So, whether it is something like the Lumia 2520 tablet, where the design of this is so beautifully aligned with all the other work that we have done. We look at products like that and pick the right moment to enter the market. Today we felt it was the right moment for these products.

Q: In hindsight do you feel that Nokia should have probably tried atleast one device on the Android platform?

A: Our belief was it was more important to focus on something that was truly different because if you look at the Android marketplace right now, while there is one vendor who is quite successful there are many others that have fallen by the wayside or are having a great deal of difficulty.

We recognize the need to partner differently because of where we were in our development with Symbian and various other efforts. We recognize that difference and said we need to do something quite different. So, we are pleased with what we have done.

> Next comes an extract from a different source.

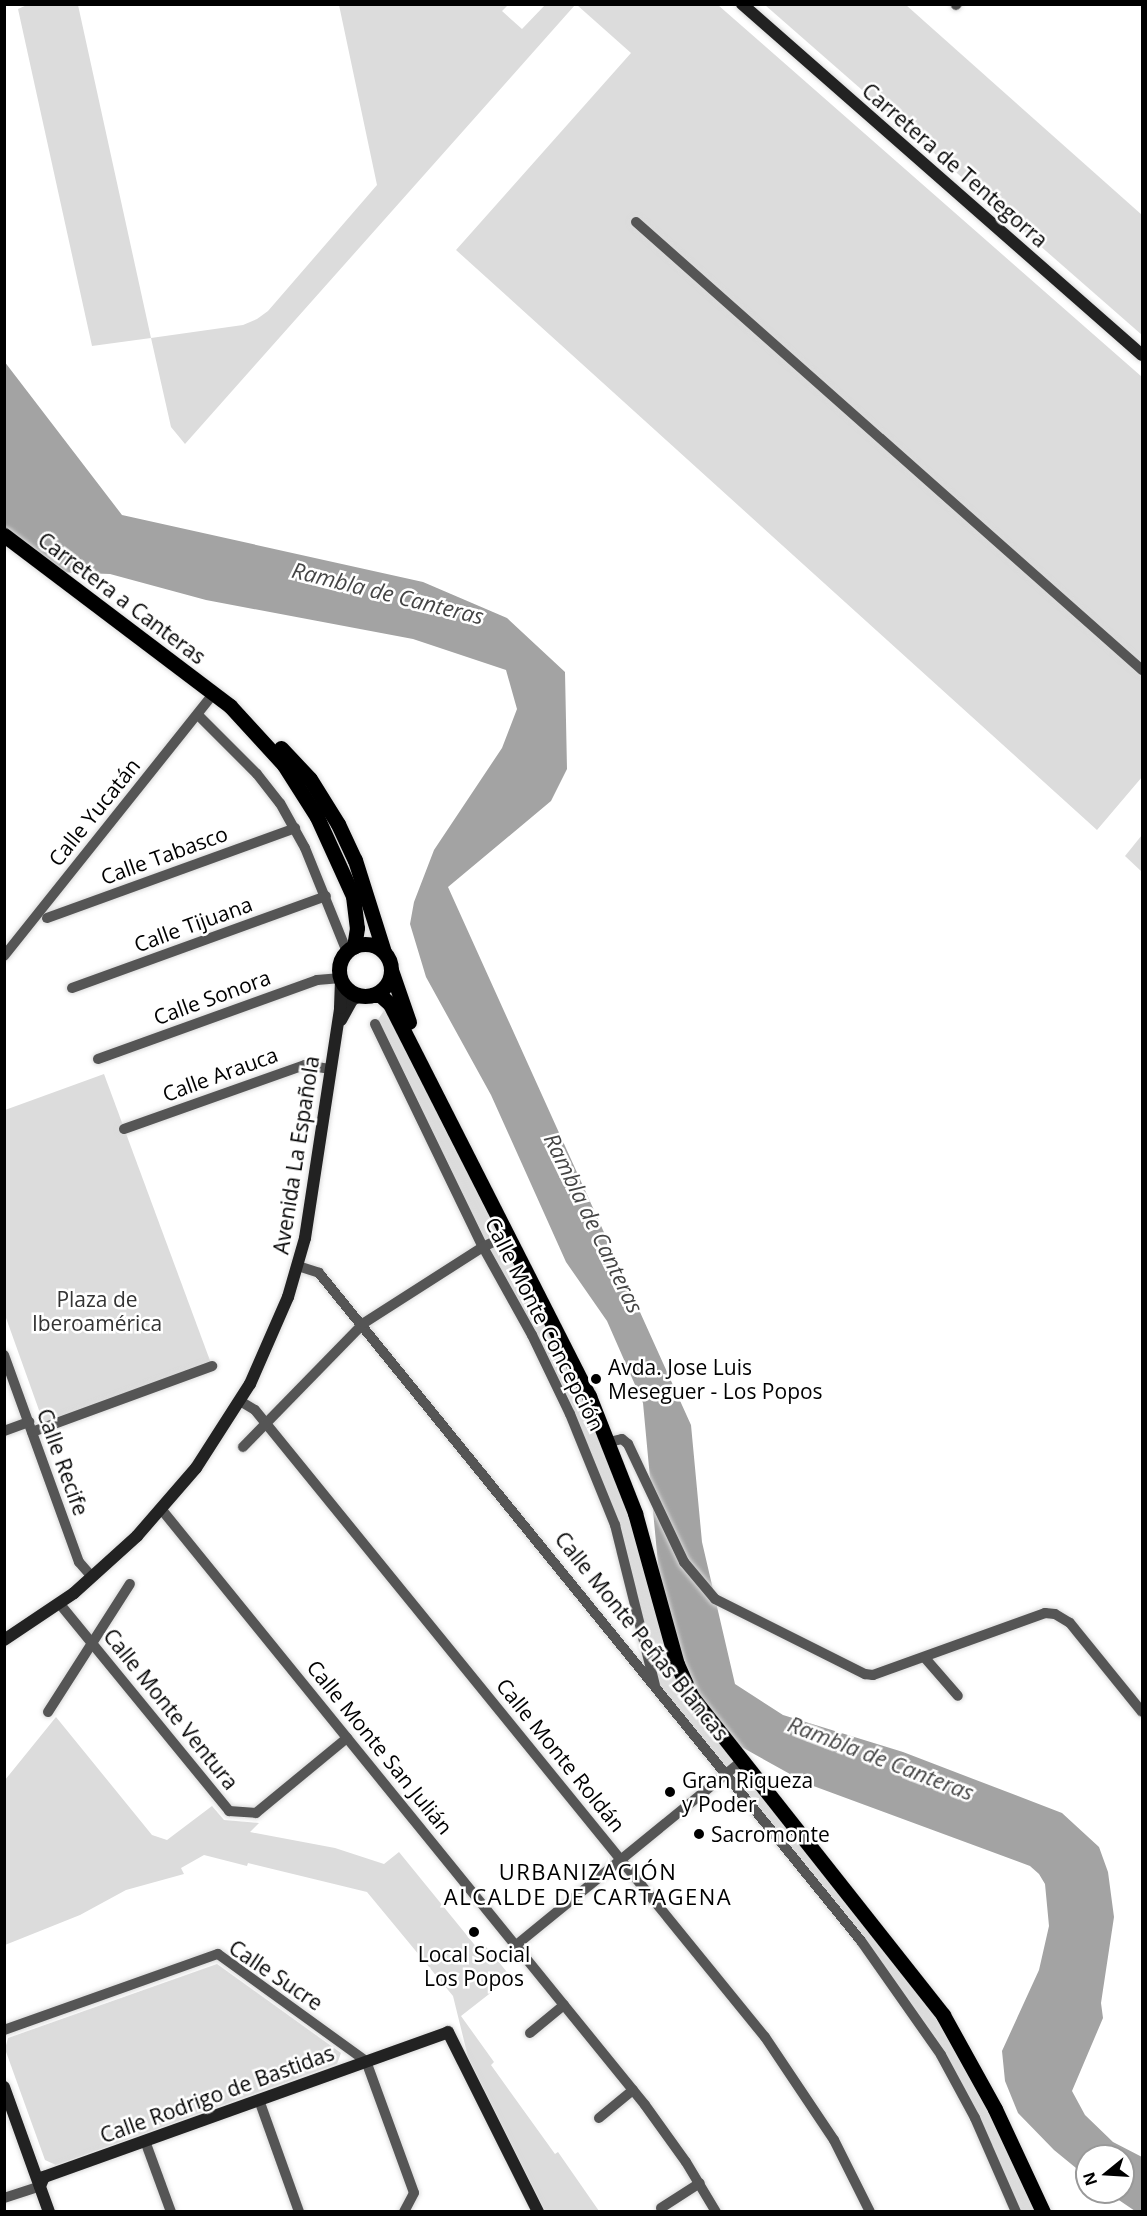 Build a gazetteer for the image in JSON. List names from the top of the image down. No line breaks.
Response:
{"streets":{"main road":["Carretera a Canteras","Calle Monte Concepción","Calle Monte Peñas Blancas"],"street":["Carretera de Tentegorra","Calle Yucatán","Calle Tabasco","Calle Tijuana","Calle Sonora","Calle Arauca","Avenida La Española","Calle Recife","Calle Monte Ventura","Calle Monte San Julián","Calle Monte Roldán","Calle Sucre","Calle Rodrigo de Bastidas"]},"crossings":[["Carretera a Canteras","Calle Yucatán"],["Calle Sonora","Avenida La Española"],["Calle Sonora","Calle Monte Concepción"],["Calle Arauca","Avenida La Española"],["Avenida La Española","Calle Monte Concepción"],["Avenida La Española","Calle Recife"],["Avenida La Española","Calle Monte Peñas Blancas"],["Avenida La Española","Calle Monte Ventura"],["Avenida La Española","Calle Monte San Julián"],["Avenida La Española","Calle Monte Roldán"],["Calle Monte Concepción","Calle Monte Peñas Blancas"],["Calle Monte Ventura","Calle Monte San Julián"],["Calle Sucre","Calle Rodrigo de Bastidas"]],"districts":["URBANIZACIÓN ALCALDE DE CARTAGENA"],"water":["Rambla de Canteras"],"parks":["Plaza de Iberoamérica"],"places":["Avda. Jose Luis Meseguer - Los Popos","Gran Riqueza y Poder","Sacromonte","Local Social Los Popos"],"north":"left"}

Q: While this launch of swanky Asha devices and convergence with say an Instagram or a Whatsapp is something that's been on Nokia's mind for a while but we did not see any movement and now with your intent to enter into a deal with Microsoft we are seeing a lot of traction. So, is it correct to infer that it is Microsoft that is driving Nokia's future strategy already?

A: The timing of the launch of any of these devices is unrelated entirely to the Microsoft transaction with Nokia. Devices like this take many months to properly plan and consult with customers and so to be able to stand here today with working devices with brilliant new experiences is something that is many months in the making.

So, what you see here is a natural next step in the process that you have seen with for example our Lumia products all along.

Q: What is it that the Microsoft deal would actually mean for Nokia as a company in terms of its business strategy, operations other than the devices segment and in terms of human resource planning?

A: Two things happen simultaneously when the Microsoft transaction happens and just to remind viewers it hasn't happened yet, it is something that is subject to our shareholder approval and regulatory approval. When it does happen the devices team at Nokia will join Microsoft and our belief because of the opportunity to reduce the natural frictions between two companies the ability to place greater concentrated and focused investments, the pooling of technology, we think this means an even greater chance of success for the Windows phone efforts which translates into better job security and growth for that portion of Nokia that is going to Microsoft.

However, Nokia separately carries on after the Microsoft transaction because it has the Nokia solutions and networks business which is focused on mobile broadband and its intellectual property capabilities.

Q: What about the tax issues that Nokia is facing in India?

A: We have always followed all the proper regulations and everything appropriate from a tax perspective and we are very open and continue to work with the Indian government to find a resolution to the difficulty and I hope at some point we will.

Q: Do you think arbitration is an option?

A: I think we will just continue to work with the government and find a way through it.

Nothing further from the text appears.